Development of monoclonal antibody formulations to decrease aggregation during long-term storage using molecular simulations

Therapeutic proteins such as monoclonal antibodies (mAbs) have been approved for the treatment of different kinds of diseases in humans. They are often administrated into patients through subcutaneous injection which requires high concentration formulations in order to reach the dosage requirements in a limited volume. At such high concentration, the proteins are likely to form aggregates in a short period of time from days to weeks. However, for a therapeutic protein to be commercially available, a shelf life of greater than 12 months is required. Therefore, the stability of mAbs during manufacturing and storage is vital. And reducing the aggregation propensity is the key to success.

Addition of excipients (such as ions, free amino acids, sugar and small organic molecules) can be used to stabilize mAbs during manufacturing and storage. By altering the types and concentration of excipient molecules the stability can be varied.
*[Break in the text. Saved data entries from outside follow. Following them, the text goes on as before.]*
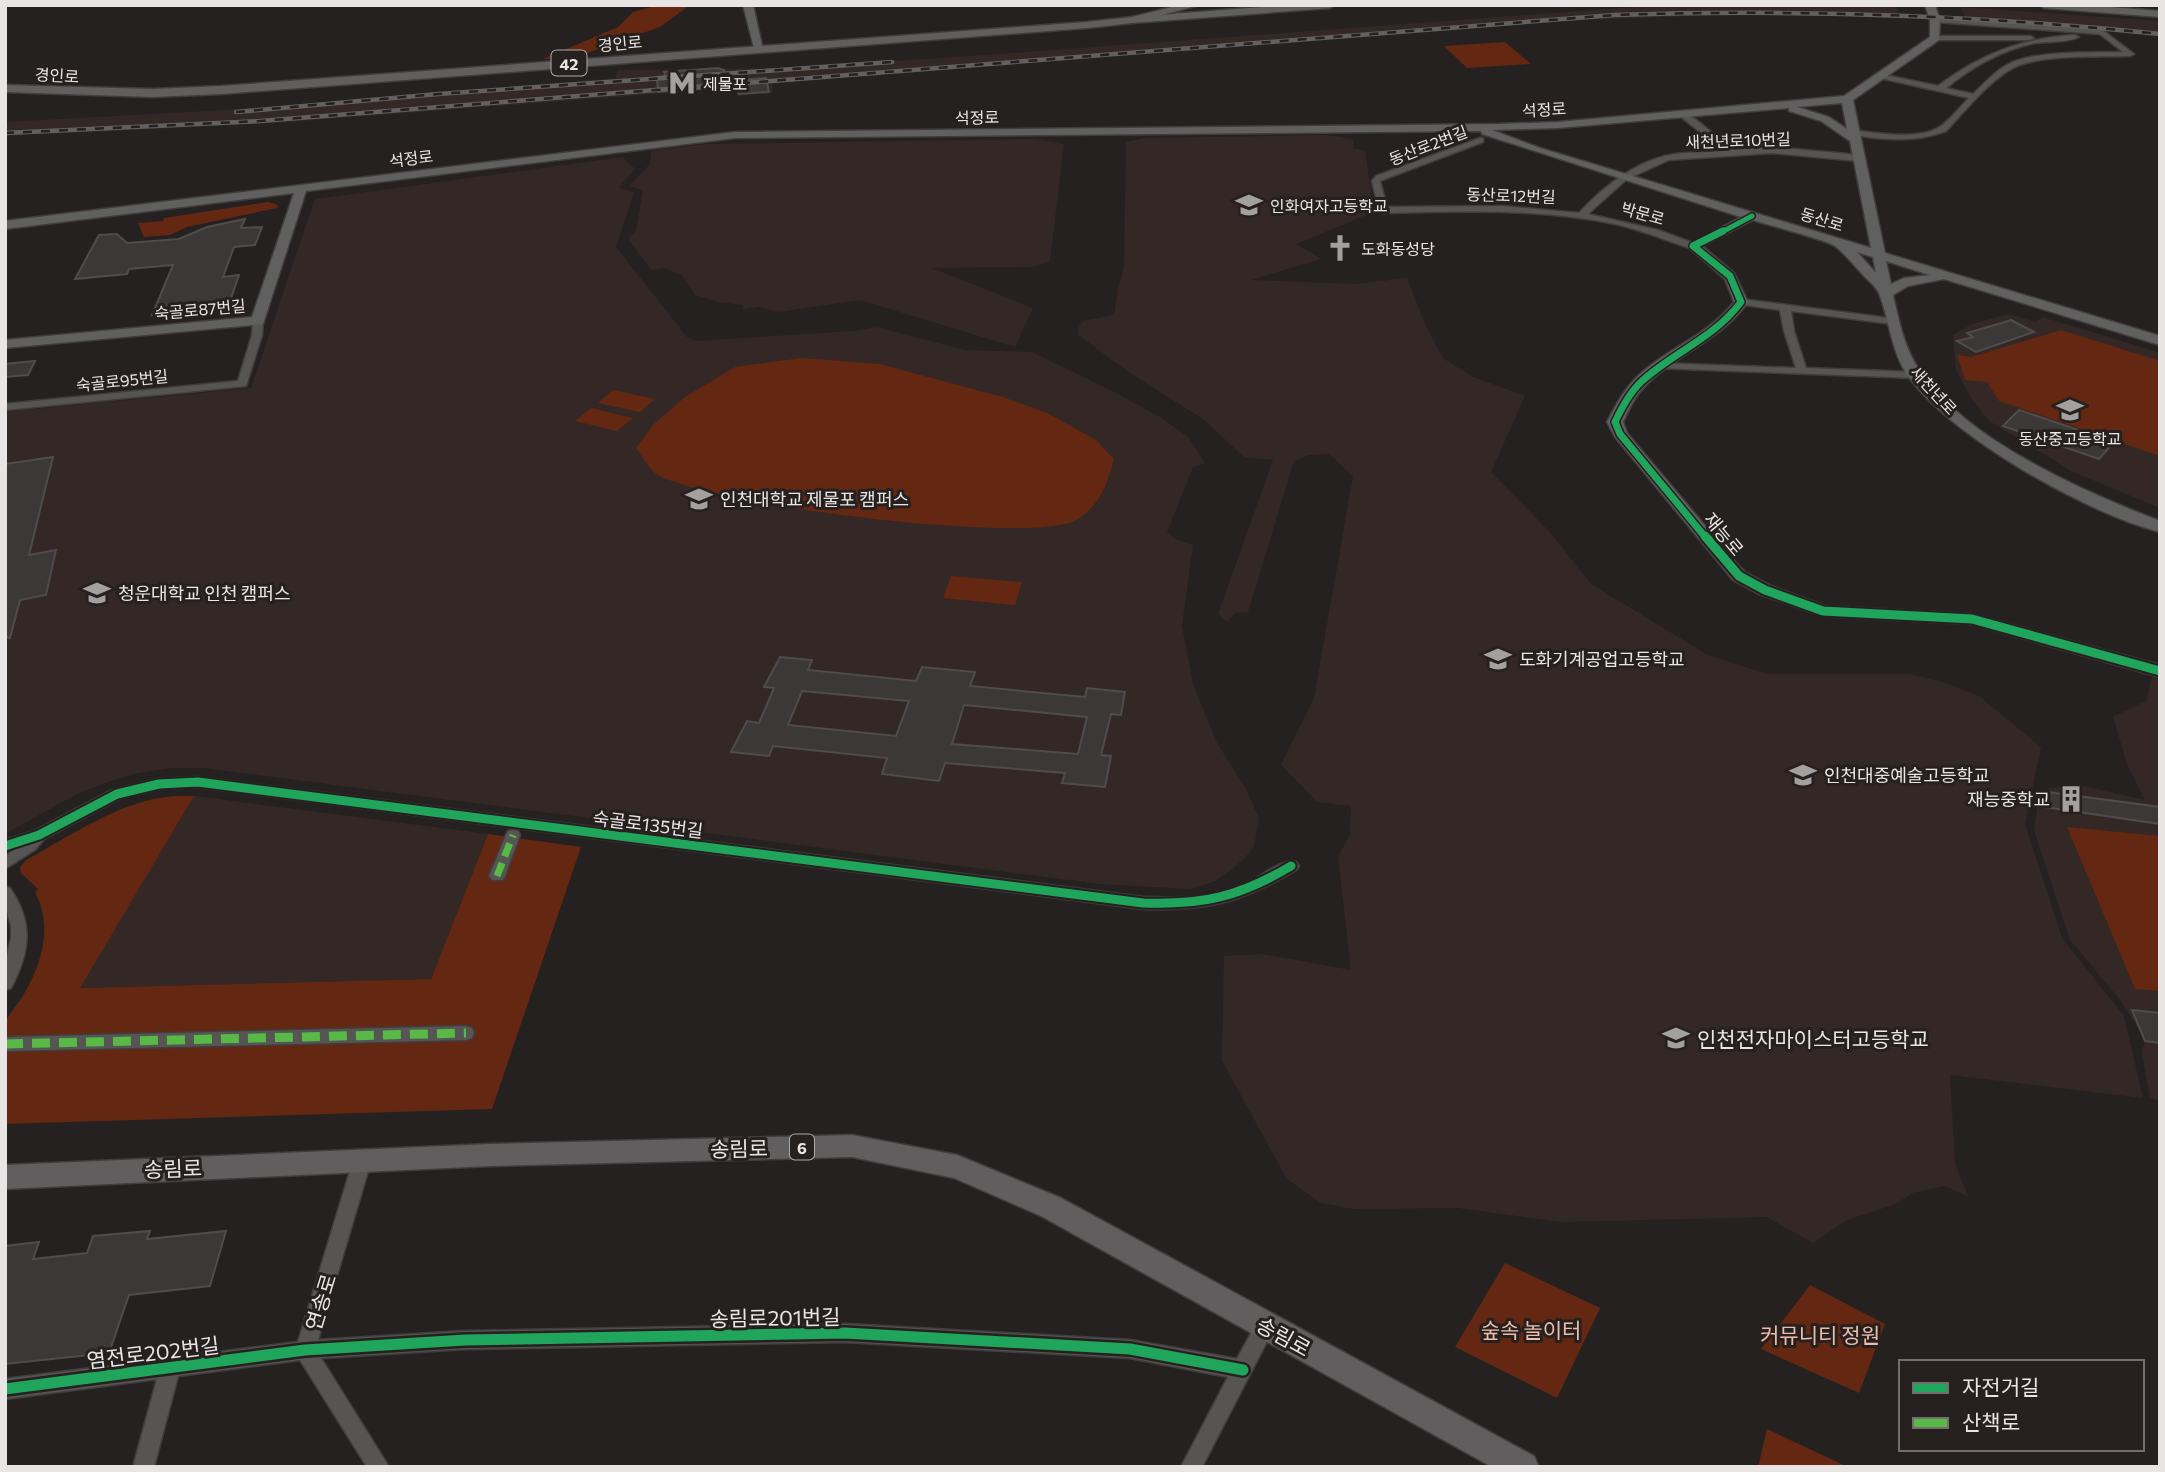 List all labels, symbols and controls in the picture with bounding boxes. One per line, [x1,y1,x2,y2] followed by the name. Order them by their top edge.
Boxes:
[597,32,643,54] street label: 경인로
[552,50,586,76] road number: 42
[34,64,80,86] street label: 경인로
[667,68,697,98] metro station icon: 제물포
[703,74,747,93] place label: 제물포
[1521,98,1567,120] street label: 석정로
[955,107,1000,127] street label: 석정로
[1386,121,1470,169] street label: 동산로2번길
[1685,129,1791,151] street label: 새천년로10번길
[388,146,434,170] street label: 석정로
[1466,184,1556,206] street label: 동산로12번길
[1234,190,1264,220] school or university icon: 인화여자고등학교
[1270,196,1388,215] place label: 인화여자고등학교
[1619,198,1667,228] street label: 박문로
[1798,203,1846,235] street label: 동산로
[1325,233,1355,263] church icon: 도화동성당
[1361,239,1435,258] place label: 도화동성당
[153,296,247,322] street label: 숙골로87번길
[1907,362,1961,418] street label: 새천년로
[75,366,169,394] street label: 숙골로95번길
[2055,395,2085,425] school or university icon: 동산중고등학교
[2018,429,2122,448] place label: 동산중고등학교
[684,484,714,514] school or university icon: 인천대학교 제물포 캠퍼스
[720,488,909,510] place label: 인천대학교 제물포 캠퍼스
[1700,508,1748,560] street label: 재능로
[82,578,112,608] school or university icon: 청운대학교 인천 캠퍼스
[118,582,291,604] place label: 청운대학교 인천 캠퍼스
[1483,644,1513,674] school or university icon: 도화기계공업고등학교
[1519,648,1685,670] place label: 도화기계공업고등학교
[1788,760,1818,790] school or university icon: 인천대중예술고등학교
[1824,764,1990,786] place label: 인천대중예술고등학교
[2056,784,2086,814] building icon: 재능중학교
[1967,788,2050,810] place label: 재능중학교
[592,806,704,842] street label: 숙골로135번길
[1661,1023,1691,1053] school or university icon: 인천전자마이스터고등학교
[1697,1026,1929,1051] place label: 인천전자마이스터고등학교
[790,1134,814,1160] road number: 6
[710,1135,768,1161] street label: 송림로
[144,1154,202,1182] street label: 송림로
[300,1271,340,1333] street label: 연송로
[709,1303,841,1331] street label: 송림로201번길
[1253,1311,1315,1361] street label: 송림로
[1481,1317,1581,1342] park label: 숲속 놀이터
[1760,1322,1880,1347] park label: 커뮤니티 정원
[85,1331,221,1373] street label: 염전로202번길
[1899,1360,2144,1451] legend
[1962,1374,2039,1399] text: 자전거길
[1962,1409,2020,1434] text: 산책로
Studies that focused on applications of formulation stabilisation have been carried out recently, but the molecular mechanisms are undiscovered. From pioneers' experimental data, we know that certain amino acids are used to reduce attractive protein-protein interactions (PPIs) and therefore reducing the viscosity and improving stability. But further knowledge of how excipients affect the viscosity of highly concentrated mAbs as a function of PPIs is vital for processing protein-based therapeutics.

Homology models of clinically approved human mAbs will be built and then this project will focus on designing and optimizing the formulation for those aggregation-prone therapeutic monoclonal antibodies using atomistic cosolvent molecular dynamics (MD) simulations. Cosolvent MD simulations are simple and effective techniques employed for prediction and characterisation of protein allosteric binding sites, but their applications to formulation development remains underexplored. The simulations can give detailed pictures of nonbonded interactions as well as bonded interactions that stabilise proteins at the atomistic level.
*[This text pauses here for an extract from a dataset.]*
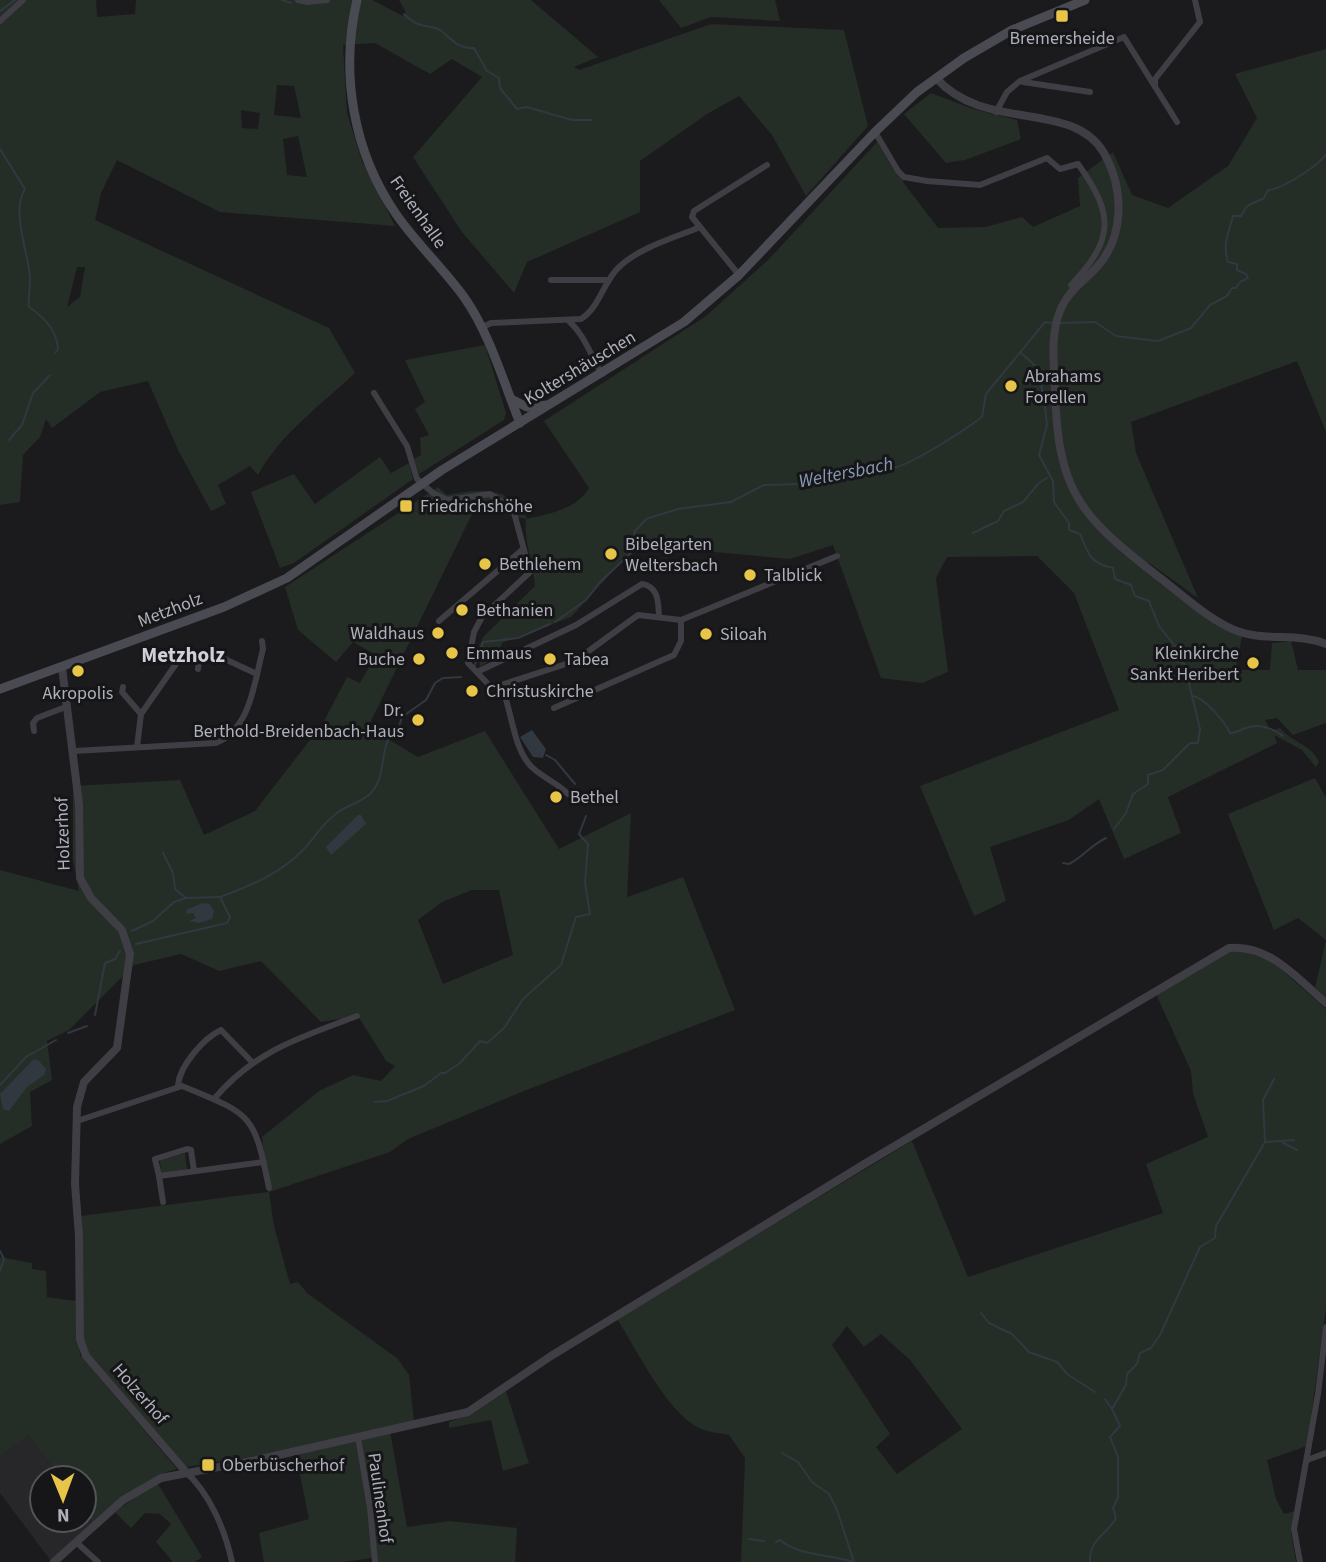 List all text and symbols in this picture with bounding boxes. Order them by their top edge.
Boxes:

In the project, a Cosolvent Analysis Toolkit (CAT, recently developed in Bronowska's lab) will be used to analyse trajectories of mAbs with different combinations and concentrations of excipients in different temperature and pressure ranges. CAT can accurately rank the dynamic interactions between mAbs and excipients using a novel hybrid empirical force filed scoring function, therefore the aggregation-prone "hot spots" within mAbs can be identified and aggregation will be mitigated by adjusting the excipient molecules. Properties such as solvent-exposed surface area (SASA), root-mean-square deviation (RMSD), radial distribution factor (RDF) and per residue conformational entropy will be calculated from the trajectories and relative aggregation propensity can be derived per region. The results will then be compared with experimental data such as size-exclusion chromatography (SEC), small-angle x-ray scattering (SAXS) and dynamic light scattering (DLS) data.
Inclusion of the international industrial partner (Iksuda Therapeutics) will provide a set of experimental data on antibody-drug conjugates (ADC) and will engage in joint iterative design of improved formulations for therapeutic mAbs and ADC.
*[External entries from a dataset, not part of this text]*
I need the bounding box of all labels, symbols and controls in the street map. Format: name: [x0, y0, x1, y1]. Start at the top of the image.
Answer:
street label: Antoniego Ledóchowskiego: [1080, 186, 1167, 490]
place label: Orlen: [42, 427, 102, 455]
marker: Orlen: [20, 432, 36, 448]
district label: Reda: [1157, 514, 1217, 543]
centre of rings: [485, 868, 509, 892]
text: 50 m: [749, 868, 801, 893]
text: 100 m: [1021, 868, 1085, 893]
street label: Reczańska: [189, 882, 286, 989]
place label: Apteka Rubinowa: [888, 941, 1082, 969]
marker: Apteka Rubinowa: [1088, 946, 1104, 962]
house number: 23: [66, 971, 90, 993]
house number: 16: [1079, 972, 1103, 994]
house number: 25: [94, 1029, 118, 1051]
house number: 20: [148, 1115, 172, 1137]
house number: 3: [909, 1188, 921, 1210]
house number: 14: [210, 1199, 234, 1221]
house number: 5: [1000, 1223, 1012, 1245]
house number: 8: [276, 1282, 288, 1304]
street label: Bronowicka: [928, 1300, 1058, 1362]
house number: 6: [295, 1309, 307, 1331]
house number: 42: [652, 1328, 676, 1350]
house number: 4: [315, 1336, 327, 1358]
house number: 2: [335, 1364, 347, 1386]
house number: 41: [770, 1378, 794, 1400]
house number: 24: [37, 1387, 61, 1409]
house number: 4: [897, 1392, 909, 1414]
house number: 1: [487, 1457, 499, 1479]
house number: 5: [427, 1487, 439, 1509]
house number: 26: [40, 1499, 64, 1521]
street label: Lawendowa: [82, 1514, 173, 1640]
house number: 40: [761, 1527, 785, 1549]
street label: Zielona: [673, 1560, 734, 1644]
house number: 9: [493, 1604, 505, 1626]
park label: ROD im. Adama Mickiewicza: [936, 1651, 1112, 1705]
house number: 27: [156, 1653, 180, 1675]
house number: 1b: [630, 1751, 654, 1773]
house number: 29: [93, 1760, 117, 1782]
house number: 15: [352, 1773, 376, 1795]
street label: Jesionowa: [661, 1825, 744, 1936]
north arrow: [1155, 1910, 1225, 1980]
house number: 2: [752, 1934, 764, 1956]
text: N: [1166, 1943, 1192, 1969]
During the project, an in-depth understanding of the factors and mechanisms causing the protein aggregation on an atomistic level will be developed and excipients that can disrupt the aggregations by non-covalent interactions will be spotted. Although the project is not concentrating on drug discovery directly, it will lead a way to new potential therapeutics based on engineered proteins with improved formulations which is attractive to the pharmaceutical industry.

The project is aligned with EPSRC Biophysics and Soft Matter Physics, and Chemical Biology and Biological Chemistry areas.